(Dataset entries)
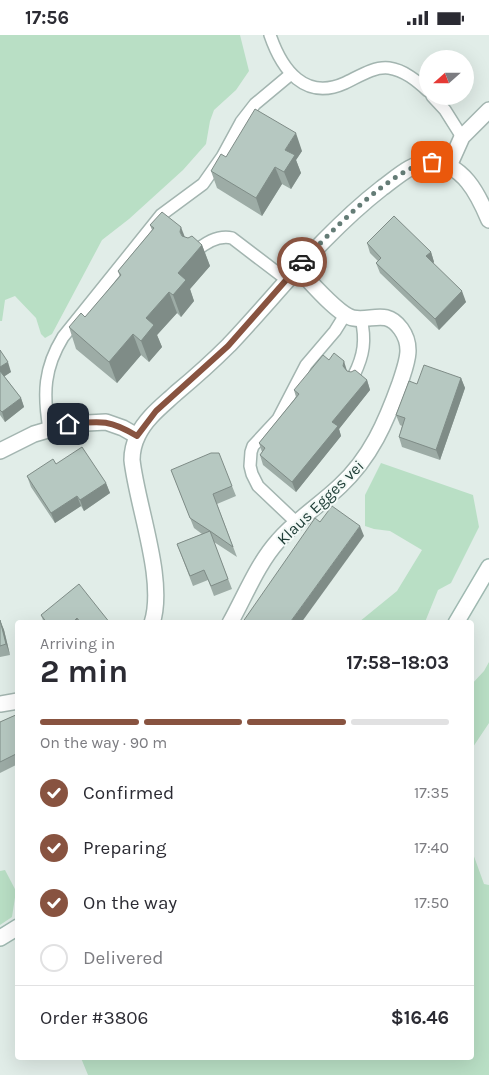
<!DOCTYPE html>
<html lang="en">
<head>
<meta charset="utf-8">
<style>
	:root { --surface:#fff; --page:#f7f7f7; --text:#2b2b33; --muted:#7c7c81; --line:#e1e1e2; --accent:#885340 }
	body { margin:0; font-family:Karla,sans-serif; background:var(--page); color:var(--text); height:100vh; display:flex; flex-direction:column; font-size:19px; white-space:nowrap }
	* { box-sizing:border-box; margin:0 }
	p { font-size:16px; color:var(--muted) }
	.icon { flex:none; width:28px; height:28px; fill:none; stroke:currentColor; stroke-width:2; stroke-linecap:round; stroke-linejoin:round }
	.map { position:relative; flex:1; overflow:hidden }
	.details { position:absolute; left:15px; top:585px; width:459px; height:440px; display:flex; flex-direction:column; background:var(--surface); border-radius:5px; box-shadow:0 5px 20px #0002 }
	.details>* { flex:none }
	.needle { width:32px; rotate:249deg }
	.fabs { position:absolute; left:419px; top:15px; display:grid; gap:10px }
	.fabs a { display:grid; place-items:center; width:55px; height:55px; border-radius:50%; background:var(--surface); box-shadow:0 5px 20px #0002; font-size:25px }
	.pin { position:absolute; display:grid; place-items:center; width:42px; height:42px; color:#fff; margin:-21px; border-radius:10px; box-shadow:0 2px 8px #0006 }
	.courier { position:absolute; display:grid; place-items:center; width:50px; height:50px; margin:-25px; border:4px solid #885340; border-radius:50%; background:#fff; color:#222; box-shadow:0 1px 6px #0007 }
	.headline em { font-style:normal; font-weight:700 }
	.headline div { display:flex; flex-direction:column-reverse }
	.headline { display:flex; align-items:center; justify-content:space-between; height:85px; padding:0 25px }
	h1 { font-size:32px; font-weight:700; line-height:38px }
	.bar { display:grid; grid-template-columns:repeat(4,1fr); gap:8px 5px; align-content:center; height:60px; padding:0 25px }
	.bar i { height:6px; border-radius:4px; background:var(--line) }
	.bar .selected { background:var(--accent) }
	.bar p { grid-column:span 4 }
	.line { display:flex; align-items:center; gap:12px; padding:0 25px; border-top:1px solid var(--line) }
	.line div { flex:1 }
	ol { padding:0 25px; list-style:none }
	li { display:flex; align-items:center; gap:15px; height:55px }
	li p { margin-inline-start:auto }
	li .icon { padding:5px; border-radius:50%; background:var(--accent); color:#fff; stroke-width:4 }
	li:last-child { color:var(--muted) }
	li i { width:28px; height:28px; border:2px solid var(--line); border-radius:50% }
	.status { display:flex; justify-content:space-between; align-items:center; height:35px; padding:0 25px; background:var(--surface); direction:ltr }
	.status svg { height:14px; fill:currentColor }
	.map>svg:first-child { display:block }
</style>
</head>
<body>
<div class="status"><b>17:56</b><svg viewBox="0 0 49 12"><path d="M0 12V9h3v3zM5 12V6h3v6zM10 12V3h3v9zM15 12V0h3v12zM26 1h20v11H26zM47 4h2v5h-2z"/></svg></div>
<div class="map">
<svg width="489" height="1040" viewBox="0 0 489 1040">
	<rect width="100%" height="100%" fill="#e1ede8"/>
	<!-- green -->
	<g fill="#b9dfc5">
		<polygon points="0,0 240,0 249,36 236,55 214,75 210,86 206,109 183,135 129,184 102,205 52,299 45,303 41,299 36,283 15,261 5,265 2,286 0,286"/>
		<polygon points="381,428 473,460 479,492 451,548 438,555 425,587 359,587 397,556 422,515 390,496 374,494 365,491 365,460"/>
		<polygon points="489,627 489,688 471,715 471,650 484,636"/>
		<polygon points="471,813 484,849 489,850 489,1040 88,1040 81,1023 471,1022"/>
		<polygon points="5,835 16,856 12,882 0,890 0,836"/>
	</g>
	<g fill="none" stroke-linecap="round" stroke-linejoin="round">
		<!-- service casing -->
		<g stroke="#a3b5b0" stroke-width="14">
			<g id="service">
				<path d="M270,0c12,35 35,66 75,48 13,-6 29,-17 44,-15 15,2 28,13 39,23"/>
				<polyline points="432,61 445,75 462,102"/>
				<path d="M195,217c10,-9 23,-17 37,-14l55,42"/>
				<path d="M354,340c10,-20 12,-35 7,-57"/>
				<path d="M49,394c-6,-36 -5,-61 14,-92l98,-122 42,-31 19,-27 19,-35 14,-18 36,-30"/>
				<polyline points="297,488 258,451 252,439 250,431 251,417 253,411 278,384 306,330 335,296 345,280"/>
			</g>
		</g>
		<!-- minor casing -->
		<g stroke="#a3b5b0" stroke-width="18">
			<g id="minor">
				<polyline points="449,131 462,102 489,75"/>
				<polyline points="0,416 34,399 68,389 106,387 123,393 137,401"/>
				<path d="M152,588c14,-43 -15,-117 -20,-163 0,-8 2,-17 6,-25 8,-17 24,-29 38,-42 18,-15 36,-31 53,-48 50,-53 94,-111 153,-157 14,-10 30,-26 49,-26 32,1 47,32 58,58"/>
				<path d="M230,588c15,-27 28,-60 48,-82 18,-21 42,-36 62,-55 31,-29 46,-64 60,-103 6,-19 14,-36 1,-54 -15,-21 -30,-7 -48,-11 -15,-3 -44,-38 -56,-50"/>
				<polyline points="0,669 18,666"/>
			</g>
		</g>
		<!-- secondary casing -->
		<g stroke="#9fb9b1" stroke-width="18">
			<g id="secondary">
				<polyline points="456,588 489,532"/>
				<polyline points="0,903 18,892"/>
			</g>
		</g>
		<!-- service -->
		<use href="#service" stroke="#fff" stroke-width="11"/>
		<!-- minor -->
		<use href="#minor" stroke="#fff" stroke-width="15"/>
		<!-- secondary -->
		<use href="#secondary" stroke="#fff" stroke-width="15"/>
	</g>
	<!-- wall -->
	<g fill="#9daca6">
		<polygon points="302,116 296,125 301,138 291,154 282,149 262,181 217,153 211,136 226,122"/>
		<polygon points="150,190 185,202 202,210 210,231 190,254 194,266 181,282 177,278 157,300 162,312 149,327 141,320 117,348 76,314 69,292 85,282 120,242 118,236 152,195"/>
		<polygon points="367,208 431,217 434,227 433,228 466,267 439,295 380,238 376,228 378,226 370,218"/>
		<polygon points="0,315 11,337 4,341 21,363 24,372 5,387 0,380"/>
		<polygon points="329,325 347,336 367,345 370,355 339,394 341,401 296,457 263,430 260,420 262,417 259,408 296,362 294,355"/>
		<polygon points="461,343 465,353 440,425 402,412 399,402 402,391 400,390 396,380 417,349"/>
		<polygon points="56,429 106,448 110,458 84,476 81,471 55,488 31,452 27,441"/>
		<polygon points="171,435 232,451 236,461 217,469 237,522 214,507 232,554 214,561 208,545 193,551 177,509 202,499 194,493"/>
		<polygon points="41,580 110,588 44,588"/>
		<polygon points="0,585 4,595 10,620 0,622"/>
		<polygon points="18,679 18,729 0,738 0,687"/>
	</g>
	<!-- shaded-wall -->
	<g fill="#7f8c87">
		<polygon points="296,98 302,116 296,125 301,138 291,154 284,137 285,115"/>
		<polygon points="275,132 282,149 262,181 256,163"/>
		<polygon points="181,192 189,213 180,197"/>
		<polygon points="202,210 210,231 190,254 194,266 181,282 173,260 178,238"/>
		<polygon points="431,217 434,227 430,232 426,221"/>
		<polygon points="462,256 466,267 439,295 435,284"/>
		<polygon points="169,257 177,278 157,300 162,312 149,327 141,306 146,283"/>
		<polygon points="133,299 141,320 117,348 109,327"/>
		<polygon points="344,326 347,336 347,341 343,331"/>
		<polygon points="8,327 11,337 2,343 0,339 0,332"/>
		<polygon points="461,343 465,353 440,425 436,415"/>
		<polygon points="367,345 370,355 339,394 341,401 296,457 292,447 332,387"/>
		<polygon points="21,363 24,372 5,387 2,377"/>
		<polygon points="106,448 110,458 84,476 80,465"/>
		<polygon points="77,461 81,471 55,488 51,478"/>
		<polygon points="360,491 364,501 301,588 292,588 291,586"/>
		<polygon points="77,583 79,588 72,588"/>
		<polygon points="0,585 4,595 10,620 6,609"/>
	</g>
	<!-- building -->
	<g fill="#b6c8c1" stroke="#7f8c87">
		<polygon points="255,74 296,98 285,115 295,120 284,137 275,132 256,163 211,136 221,119 226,122"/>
		<polygon points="162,177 181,192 180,197 182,201 188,203 192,201 202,210 178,238 186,245 173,260 169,257 146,283 154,290 141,306 133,299 109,327 69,292 81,278 85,282 121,240 118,236 154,193 150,190"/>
		<polygon points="394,181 431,217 426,221 462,256 435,284 376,228 381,223 367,208"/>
		<polygon points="0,315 8,327 0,332"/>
		<polygon points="334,318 344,326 343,331 347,336 351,337 355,335 367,345 332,387 338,391 292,447 260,420 265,413 259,408 299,359 294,355 323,320 329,325"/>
		<polygon points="424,330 461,343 436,415 399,402 405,383 396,380 409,346 417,349"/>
		<polygon points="0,336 21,363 2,377 0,375"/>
		<polygon points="82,412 106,448 80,465 77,461 51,478 27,441 53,424 56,429"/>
		<polygon points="211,418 219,418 232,451 213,459 233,512 210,496 228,544 211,551 204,535 190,541 177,509 210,496 190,483 171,435"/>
		<polygon points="332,471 360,491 291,586 294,588 242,588 315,483 320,487"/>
		<polygon points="79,549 110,588 81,588 77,583 72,588 47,588 41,580"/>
		<polygon points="0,585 6,609 0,611"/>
		<polygon points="18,679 18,718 0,727 0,687"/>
	</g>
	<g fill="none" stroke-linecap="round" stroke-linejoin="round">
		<!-- done -->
		<path stroke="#647c76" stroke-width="5" stroke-dasharray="0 9" d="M302,227c26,-27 93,-98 130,-100"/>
		<!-- route -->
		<path stroke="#885340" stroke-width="6" d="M68,389c32,-3 41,-5 69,12l19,-25 72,-65 74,-84"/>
	</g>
	<g text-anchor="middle" stroke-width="4" stroke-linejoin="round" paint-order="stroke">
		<!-- street labels -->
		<g font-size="16" fill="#203f38" stroke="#f2f9f6">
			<text transform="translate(320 467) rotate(-44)" y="6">Klaus Egges vei</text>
		</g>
	</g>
</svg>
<div class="fabs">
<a><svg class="needle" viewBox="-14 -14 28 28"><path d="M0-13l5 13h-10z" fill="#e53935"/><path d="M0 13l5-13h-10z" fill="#7c7c81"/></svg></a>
</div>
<div class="pin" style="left:432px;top:127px;background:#ea580c"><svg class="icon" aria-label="bag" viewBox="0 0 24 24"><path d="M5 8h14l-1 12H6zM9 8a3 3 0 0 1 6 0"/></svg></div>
<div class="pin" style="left:68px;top:389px;background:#1f2937"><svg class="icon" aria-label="home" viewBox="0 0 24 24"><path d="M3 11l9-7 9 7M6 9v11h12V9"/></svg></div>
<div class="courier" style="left:302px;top:227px"><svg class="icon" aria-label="car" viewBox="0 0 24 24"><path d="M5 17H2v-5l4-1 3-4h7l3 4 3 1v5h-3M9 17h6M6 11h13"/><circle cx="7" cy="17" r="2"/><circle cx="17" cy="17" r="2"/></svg></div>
<section class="details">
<div class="headline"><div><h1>2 min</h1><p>Arriving in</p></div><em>17:58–18:03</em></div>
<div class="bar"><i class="selected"></i><i class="selected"></i><i class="selected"></i><i></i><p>On the way · 90 m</p></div>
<ol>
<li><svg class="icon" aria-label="check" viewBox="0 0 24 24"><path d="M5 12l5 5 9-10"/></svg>Confirmed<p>17:35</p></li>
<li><svg class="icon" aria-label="check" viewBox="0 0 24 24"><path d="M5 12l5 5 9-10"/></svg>Preparing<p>17:40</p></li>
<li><svg class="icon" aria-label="check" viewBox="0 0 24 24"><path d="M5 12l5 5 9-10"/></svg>On the way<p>17:50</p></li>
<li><i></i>Delivered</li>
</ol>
<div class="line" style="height:65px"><div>Order #3806</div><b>$16.46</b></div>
</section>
</div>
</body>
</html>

Work item
Starting with the first line of the data, transcribe every line exactly through the one containing "position:relative; flex:1; overflow:hidden". No pictures go in.

Response to the exercise
<!DOCTYPE html>
<html lang="en">
<head>
<meta charset="utf-8">
<style>
	:root { --surface:#fff; --page:#f7f7f7; --text:#2b2b33; --muted:#7c7c81; --line:#e1e1e2; --accent:#885340 }
	body { margin:0; font-family:Karla,sans-serif; background:var(--page); color:var(--text); height:100vh; display:flex; flex-direction:column; font-size:19px; white-space:nowrap }
	* { box-sizing:border-box; margin:0 }
	p { font-size:16px; color:var(--muted) }
	.icon { flex:none; width:28px; height:28px; fill:none; stroke:currentColor; stroke-width:2; stroke-linecap:round; stroke-linejoin:round }
	.map { position:relative; flex:1; overflow:hidden }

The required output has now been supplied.